GIVEN INFORMATION START

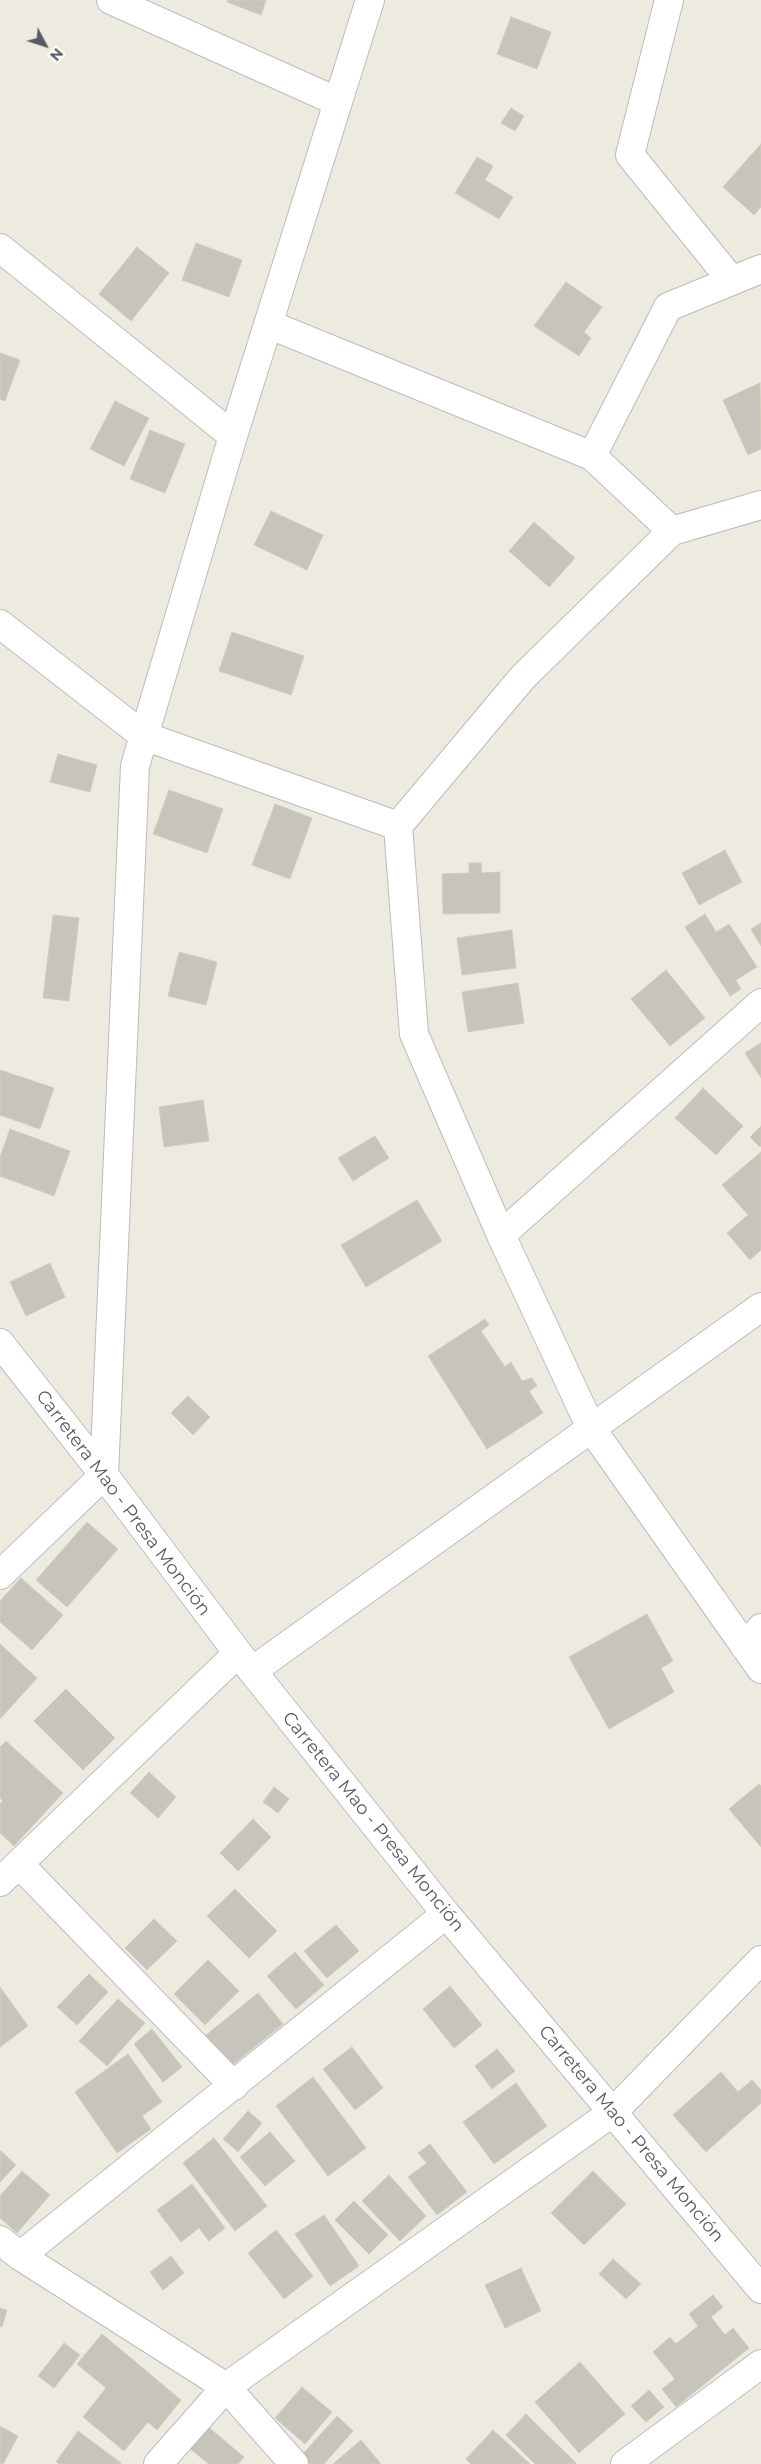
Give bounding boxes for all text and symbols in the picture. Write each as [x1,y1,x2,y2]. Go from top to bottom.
north arrow [20,20,70,70]
text: N [46,45,67,65]
street label: Carretera Mao - Presa Monción [31,1386,215,1620]
street label: Carretera Mao - Presa Monción [278,1708,468,1936]
street label: Carretera Mao - Presa Monción [534,2021,728,2247]

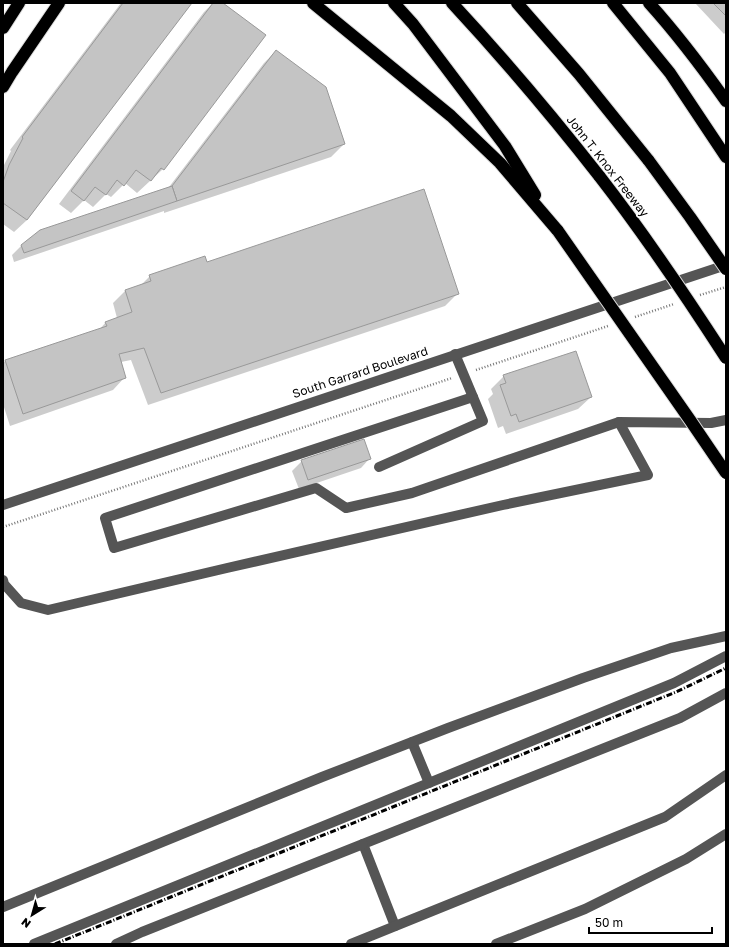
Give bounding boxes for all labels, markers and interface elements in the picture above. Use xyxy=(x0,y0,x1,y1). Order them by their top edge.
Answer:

GIVEN INFORMATION END

> [WORK TASK]
Nothing but the lines from the one containing "Give bounding boxes for all labels, markers" through the end of the entries belongs in the answer; repeat them exactly.

> [SOLUTION TO THE EXERCISE]
Give bounding boxes for all labels, markers and interface elements in the picture above. Use xyxy=(x0,y0,x1,y1). Order them by their top edge.
Answer:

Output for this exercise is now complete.